Exercise goal:
Do any lines in the data below contain "linecap"? If so, copy every one of them.

Records for the exercise:

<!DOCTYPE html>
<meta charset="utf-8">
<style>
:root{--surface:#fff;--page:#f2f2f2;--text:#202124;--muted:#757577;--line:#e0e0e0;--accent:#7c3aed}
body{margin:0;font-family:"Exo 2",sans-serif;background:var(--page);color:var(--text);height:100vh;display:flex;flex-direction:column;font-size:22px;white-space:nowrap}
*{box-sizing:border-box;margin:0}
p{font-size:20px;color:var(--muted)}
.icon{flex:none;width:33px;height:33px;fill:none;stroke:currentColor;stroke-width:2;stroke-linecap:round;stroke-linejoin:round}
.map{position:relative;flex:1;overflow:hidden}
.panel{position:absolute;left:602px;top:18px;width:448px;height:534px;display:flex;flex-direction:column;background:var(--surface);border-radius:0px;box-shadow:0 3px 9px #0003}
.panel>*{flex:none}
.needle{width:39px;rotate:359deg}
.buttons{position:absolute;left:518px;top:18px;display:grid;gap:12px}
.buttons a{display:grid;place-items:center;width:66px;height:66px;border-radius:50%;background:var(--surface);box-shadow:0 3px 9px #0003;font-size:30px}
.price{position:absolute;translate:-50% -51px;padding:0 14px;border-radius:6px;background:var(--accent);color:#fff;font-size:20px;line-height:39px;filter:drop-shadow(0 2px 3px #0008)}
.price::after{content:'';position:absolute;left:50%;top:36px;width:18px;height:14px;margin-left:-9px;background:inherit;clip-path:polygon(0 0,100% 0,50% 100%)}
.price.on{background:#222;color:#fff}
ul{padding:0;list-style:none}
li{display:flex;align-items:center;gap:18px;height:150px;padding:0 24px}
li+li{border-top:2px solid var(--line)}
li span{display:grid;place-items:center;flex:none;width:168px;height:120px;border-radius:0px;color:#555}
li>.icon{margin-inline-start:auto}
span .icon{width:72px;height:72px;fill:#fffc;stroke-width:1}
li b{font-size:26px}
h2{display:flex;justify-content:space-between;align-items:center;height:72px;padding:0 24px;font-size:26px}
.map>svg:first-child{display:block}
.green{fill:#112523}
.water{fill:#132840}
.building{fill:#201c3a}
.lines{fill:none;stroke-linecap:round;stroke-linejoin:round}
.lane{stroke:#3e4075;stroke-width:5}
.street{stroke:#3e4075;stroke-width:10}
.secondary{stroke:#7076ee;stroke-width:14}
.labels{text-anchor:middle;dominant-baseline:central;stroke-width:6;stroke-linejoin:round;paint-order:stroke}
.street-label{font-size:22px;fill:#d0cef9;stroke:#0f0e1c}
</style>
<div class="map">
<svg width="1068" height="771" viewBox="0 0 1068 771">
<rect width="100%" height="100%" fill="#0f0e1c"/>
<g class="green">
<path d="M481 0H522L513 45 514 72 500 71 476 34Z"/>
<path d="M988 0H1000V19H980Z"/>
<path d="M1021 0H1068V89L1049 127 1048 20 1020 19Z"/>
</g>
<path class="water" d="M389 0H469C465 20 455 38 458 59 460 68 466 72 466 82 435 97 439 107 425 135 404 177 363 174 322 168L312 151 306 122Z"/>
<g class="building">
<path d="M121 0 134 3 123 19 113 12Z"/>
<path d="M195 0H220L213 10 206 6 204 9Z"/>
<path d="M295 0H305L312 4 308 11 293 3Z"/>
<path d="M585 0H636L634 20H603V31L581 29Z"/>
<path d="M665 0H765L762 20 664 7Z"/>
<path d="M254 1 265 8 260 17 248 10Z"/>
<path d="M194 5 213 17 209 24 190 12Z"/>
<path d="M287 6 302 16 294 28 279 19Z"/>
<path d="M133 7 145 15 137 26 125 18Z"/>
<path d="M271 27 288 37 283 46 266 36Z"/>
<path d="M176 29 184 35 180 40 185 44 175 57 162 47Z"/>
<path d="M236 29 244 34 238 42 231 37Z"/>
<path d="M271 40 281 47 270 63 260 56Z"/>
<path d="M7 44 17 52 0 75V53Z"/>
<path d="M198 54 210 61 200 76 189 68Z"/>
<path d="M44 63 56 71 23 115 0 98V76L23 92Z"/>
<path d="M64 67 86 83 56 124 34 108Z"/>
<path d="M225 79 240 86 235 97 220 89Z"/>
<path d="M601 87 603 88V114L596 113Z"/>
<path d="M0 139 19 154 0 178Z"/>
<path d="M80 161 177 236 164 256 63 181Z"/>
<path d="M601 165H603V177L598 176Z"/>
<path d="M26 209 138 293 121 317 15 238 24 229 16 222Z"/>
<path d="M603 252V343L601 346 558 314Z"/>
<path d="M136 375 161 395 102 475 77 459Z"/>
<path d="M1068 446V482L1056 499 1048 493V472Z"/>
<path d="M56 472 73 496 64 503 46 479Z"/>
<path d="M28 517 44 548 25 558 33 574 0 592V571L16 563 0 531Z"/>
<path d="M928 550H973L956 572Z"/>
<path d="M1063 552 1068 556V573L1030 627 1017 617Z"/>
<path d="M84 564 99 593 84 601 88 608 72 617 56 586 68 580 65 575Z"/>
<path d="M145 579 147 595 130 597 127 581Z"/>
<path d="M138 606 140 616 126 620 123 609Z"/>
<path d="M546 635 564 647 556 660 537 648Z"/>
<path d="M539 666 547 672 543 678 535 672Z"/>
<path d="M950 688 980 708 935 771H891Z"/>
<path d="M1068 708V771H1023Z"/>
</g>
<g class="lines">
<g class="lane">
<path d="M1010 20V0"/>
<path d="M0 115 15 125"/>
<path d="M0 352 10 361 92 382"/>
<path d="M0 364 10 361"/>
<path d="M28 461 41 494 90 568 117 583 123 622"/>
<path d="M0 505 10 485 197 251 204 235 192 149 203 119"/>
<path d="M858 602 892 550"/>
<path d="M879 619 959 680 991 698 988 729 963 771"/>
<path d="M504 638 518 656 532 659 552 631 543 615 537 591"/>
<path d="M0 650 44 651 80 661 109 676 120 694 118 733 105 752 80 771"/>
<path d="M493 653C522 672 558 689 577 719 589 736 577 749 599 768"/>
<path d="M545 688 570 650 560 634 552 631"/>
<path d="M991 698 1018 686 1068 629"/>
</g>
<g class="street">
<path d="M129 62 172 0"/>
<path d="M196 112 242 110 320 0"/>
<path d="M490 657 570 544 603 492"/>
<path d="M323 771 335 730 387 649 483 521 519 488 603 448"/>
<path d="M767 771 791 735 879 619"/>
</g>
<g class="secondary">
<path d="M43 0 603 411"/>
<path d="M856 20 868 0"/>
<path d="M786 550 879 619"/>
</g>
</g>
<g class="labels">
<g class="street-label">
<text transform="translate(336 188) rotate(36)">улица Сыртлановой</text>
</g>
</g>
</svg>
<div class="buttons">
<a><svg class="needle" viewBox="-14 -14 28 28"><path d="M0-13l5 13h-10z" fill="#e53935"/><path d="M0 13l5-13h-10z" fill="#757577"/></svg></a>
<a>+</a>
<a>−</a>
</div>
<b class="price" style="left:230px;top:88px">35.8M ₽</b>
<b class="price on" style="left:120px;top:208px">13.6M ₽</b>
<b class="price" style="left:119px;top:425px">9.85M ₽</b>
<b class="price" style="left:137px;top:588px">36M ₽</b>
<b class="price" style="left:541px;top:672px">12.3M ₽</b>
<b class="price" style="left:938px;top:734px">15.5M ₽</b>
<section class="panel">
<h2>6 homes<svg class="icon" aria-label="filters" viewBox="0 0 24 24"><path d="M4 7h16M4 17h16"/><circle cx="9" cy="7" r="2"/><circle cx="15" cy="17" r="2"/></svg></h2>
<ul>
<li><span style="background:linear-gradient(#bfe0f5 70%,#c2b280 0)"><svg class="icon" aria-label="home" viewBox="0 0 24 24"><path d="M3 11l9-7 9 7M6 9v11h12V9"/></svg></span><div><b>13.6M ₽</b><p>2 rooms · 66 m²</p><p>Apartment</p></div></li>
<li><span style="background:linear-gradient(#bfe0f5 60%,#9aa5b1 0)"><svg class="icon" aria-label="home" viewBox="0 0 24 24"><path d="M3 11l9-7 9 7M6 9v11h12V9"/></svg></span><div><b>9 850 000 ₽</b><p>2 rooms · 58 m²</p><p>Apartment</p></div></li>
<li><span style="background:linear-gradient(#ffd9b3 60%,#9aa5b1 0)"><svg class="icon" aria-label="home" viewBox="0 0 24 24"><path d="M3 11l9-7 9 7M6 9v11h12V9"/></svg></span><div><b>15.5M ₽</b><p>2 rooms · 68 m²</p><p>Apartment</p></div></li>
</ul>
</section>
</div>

Task response:
.icon{flex:none;width:33px;height:33px;fill:none;stroke:currentColor;stroke-width:2;stroke-linecap:round;stroke-linejoin:round}
.lines{fill:none;stroke-linecap:round;stroke-linejoin:round}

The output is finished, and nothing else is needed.